> TASK BRIEF: Among the lines below, return each one that contains the word "Avila".

> RECORDS FOR THIS TASK:
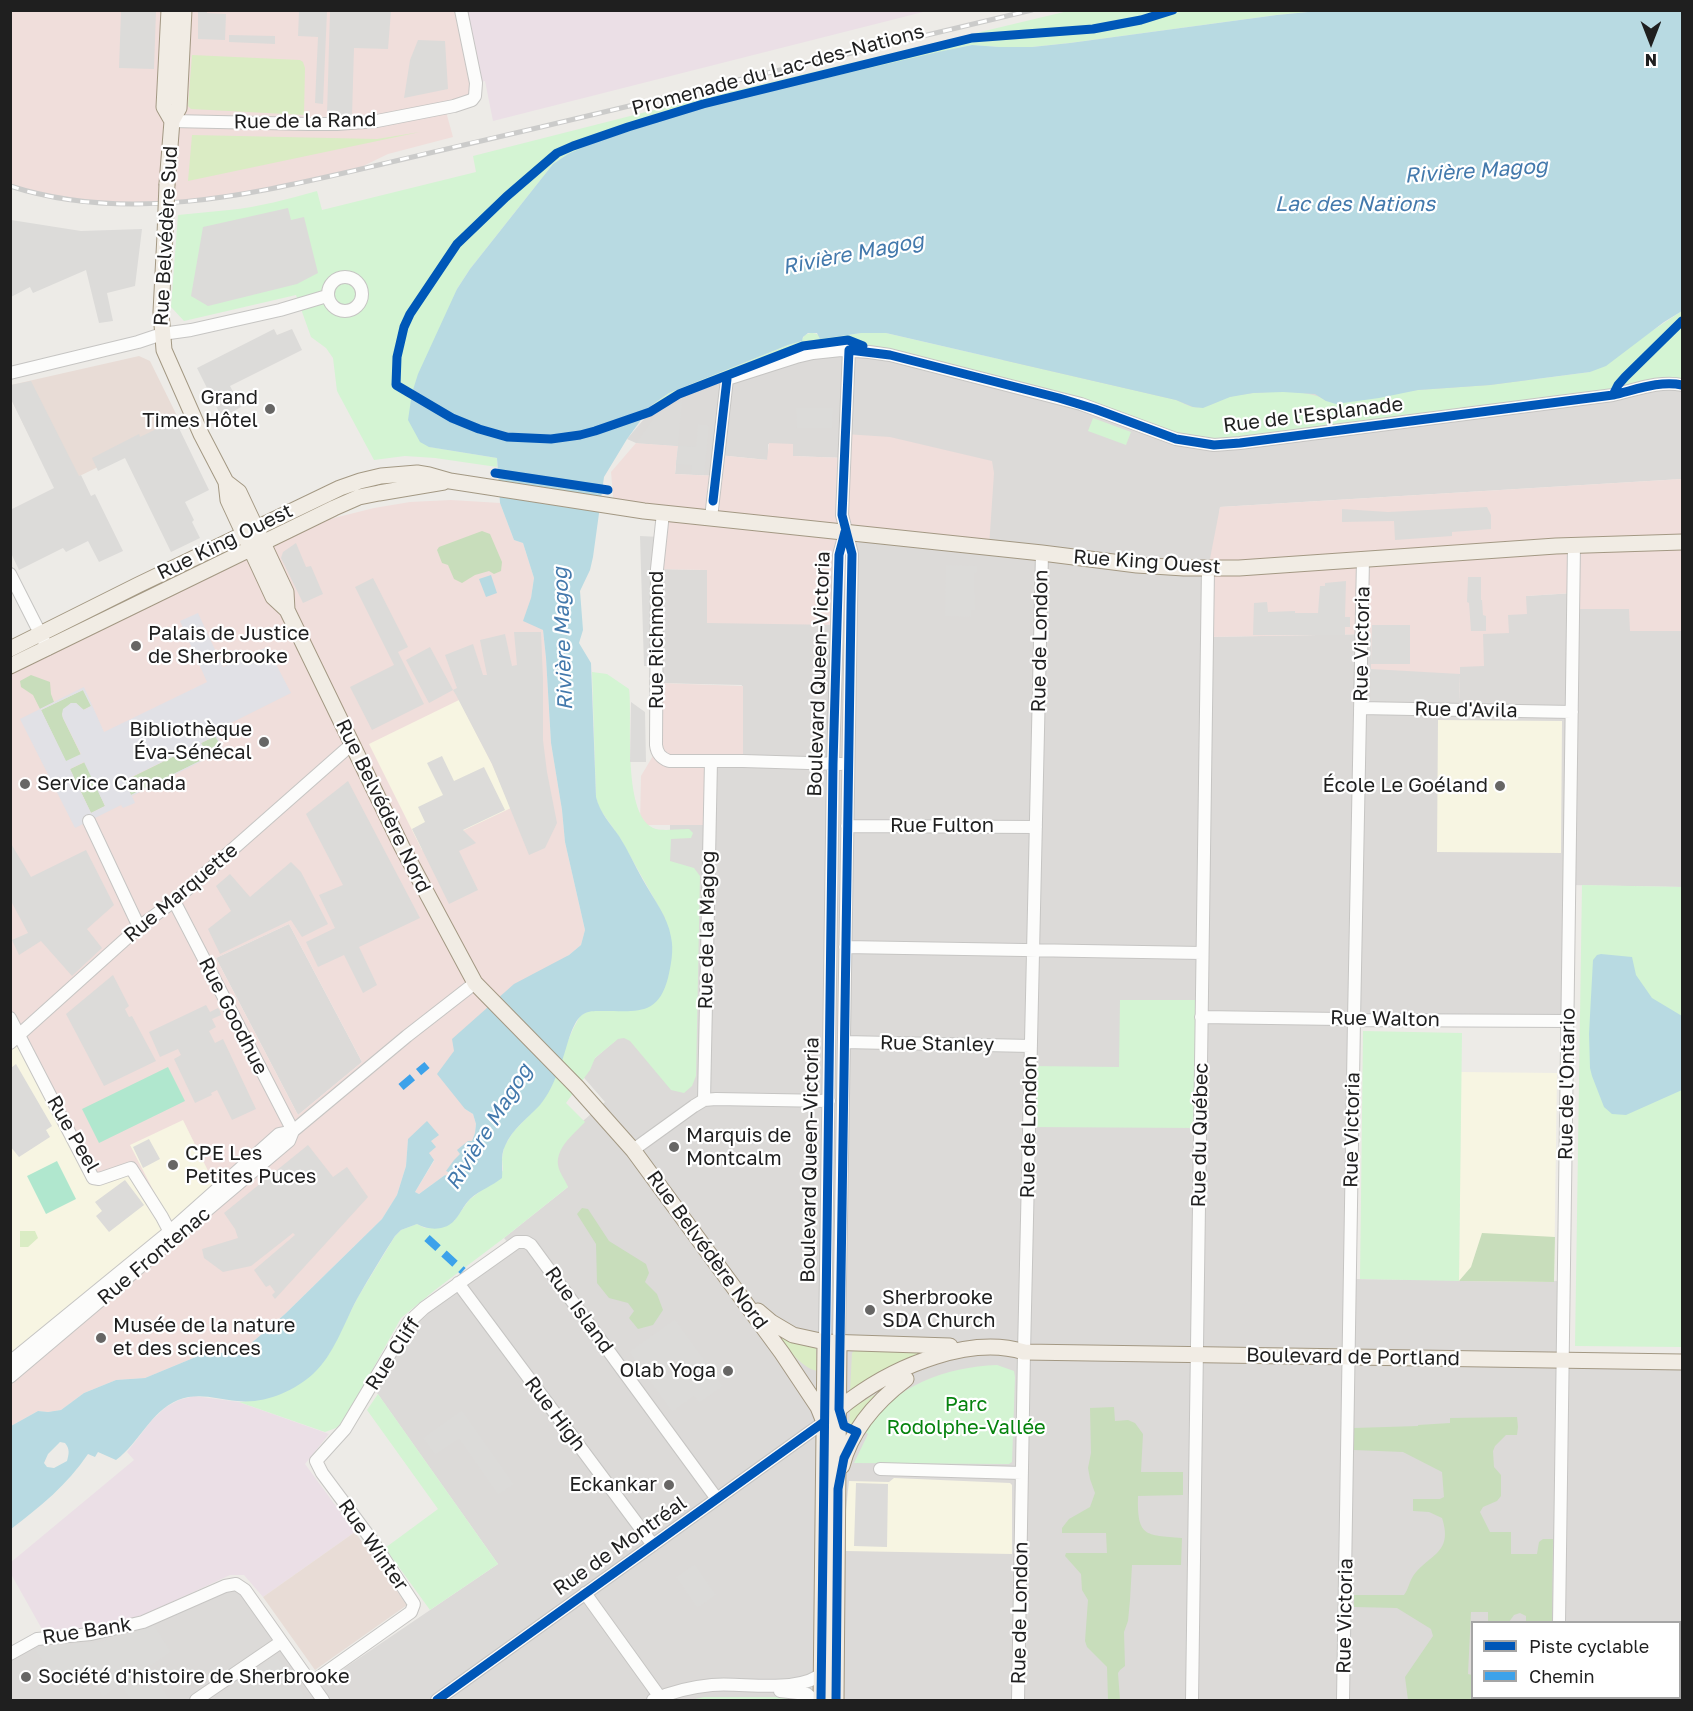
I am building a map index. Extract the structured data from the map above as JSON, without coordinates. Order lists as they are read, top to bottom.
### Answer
{
  "streets": {
    "main road": [
      "Rue Belvédère Sud",
      "Rue King Ouest",
      "Boulevard Queen-Victoria",
      "Rue Belvédère Nord",
      "Boulevard de Portland"
    ],
    "street": [
      "Rue de la Rand",
      "Rue de l'Esplanade",
      "Rue Richmond",
      "Rue de London",
      "Rue Victoria",
      "Rue d'Avila",
      "Rue Fulton",
      "Rue Marquette",
      "Rue de la Magog",
      "Rue Goodhue",
      "Rue Walton",
      "Rue Stanley",
      "Rue de l'Ontario",
      "Rue Peel",
      "Rue du Québec",
      "Rue Frontenac",
      "Rue Island",
      "Rue Cliff",
      "Rue High",
      "Rue Winter",
      "Rue de Montréal",
      "Rue Bank"
    ],
    "cycle path": ["Promenade du Lac-des-Nations"]
  },
  "crossings": [
    ["Rue de la Rand", "Rue Belvédère Sud"],
    ["Rue Belvédère Sud", "Rue King Ouest"],
    ["Rue Belvédère Sud", "Rue Belvédère Nord"],
    ["Rue de l'Esplanade", "Rue King Ouest"],
    ["Rue King Ouest", "Rue Richmond"],
    ["Rue King Ouest", "Rue de London"],
    ["Rue King Ouest", "Rue Victoria"],
    ["Rue King Ouest", "Boulevard Queen-Victoria"],
    ["Rue King Ouest", "Rue Belvédère Nord"],
    ["Rue King Ouest", "Rue de l'Ontario"],
    ["Rue King Ouest", "Rue du Québec"],
    ["Rue Richmond", "Rue de la Magog"],
    ["Rue de London", "Rue Fulton"],
    ["Rue de London", "Rue Stanley"],
    ["Rue de London", "Boulevard de Portland"],
    ["Rue Victoria", "Rue d'Avila"],
    ["Rue Victoria", "Rue Walton"],
    ["Rue Victoria", "Boulevard de Portland"],
    ["Boulevard Queen-Victoria", "Rue Belvédère Nord"],
    ["Boulevard Queen-Victoria", "Rue Fulton"],
    ["Boulevard Queen-Victoria", "Rue Stanley"],
    ["Boulevard Queen-Victoria", "Boulevard de Portland"],
    ["Boulevard Queen-Victoria", "Rue de Montréal"],
    ["Rue d'Avila", "Rue de l'Ontario"],
    ["Rue Belvédère Nord", "Rue Marquette"],
    ["Rue Belvédère Nord", "Rue Frontenac"],
    ["Rue Belvédère Nord", "Boulevard de Portland"],
    ["Rue Belvédère Nord", "Rue de Montréal"],
    ["Rue Marquette", "Rue Goodhue"],
    ["Rue Marquette", "Rue Peel"],
    ["Rue Goodhue", "Rue Frontenac"],
    ["Rue Walton", "Rue de l'Ontario"],
    ["Rue Walton", "Rue du Québec"],
    ["Rue de l'Ontario", "Boulevard de Portland"],
    ["Rue Peel", "Rue Frontenac"],
    ["Rue du Québec", "Boulevard de Portland"],
    ["Rue Island", "Rue Cliff"],
    ["Rue Island", "Rue de Montréal"],
    ["Rue Cliff", "Rue High"],
    ["Rue Cliff", "Rue Winter"],
    ["Boulevard de Portland", "Rue de Montréal"],
    ["Rue High", "Rue de Montréal"]
  ],
  "water": ["Rivière Magog", "Lac des Nations"],
  "parks": ["Parc Rodolphe-Vallée"],
  "places": [
    "Grand Times Hôtel",
    "Palais de Justice de Sherbrooke",
    "Bibliothèque Éva-Sénécal",
    "Service Canada",
    "École Le Goéland",
    "Marquis de Montcalm",
    "CPE Les Petites Puces",
    "Sherbrooke SDA Church",
    "Musée de la nature et des sciences",
    "Olab Yoga",
    "Eckankar",
    "Société d'histoire de Sherbrooke"
  ],
  "legend": ["Piste cyclable", "Chemin"],
  "north": "bottom"
}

> EXERCISE OUTPUT:
      "Rue d'Avila",
    ["Rue Victoria", "Rue d'Avila"],
    ["Rue d'Avila", "Rue de l'Ontario"],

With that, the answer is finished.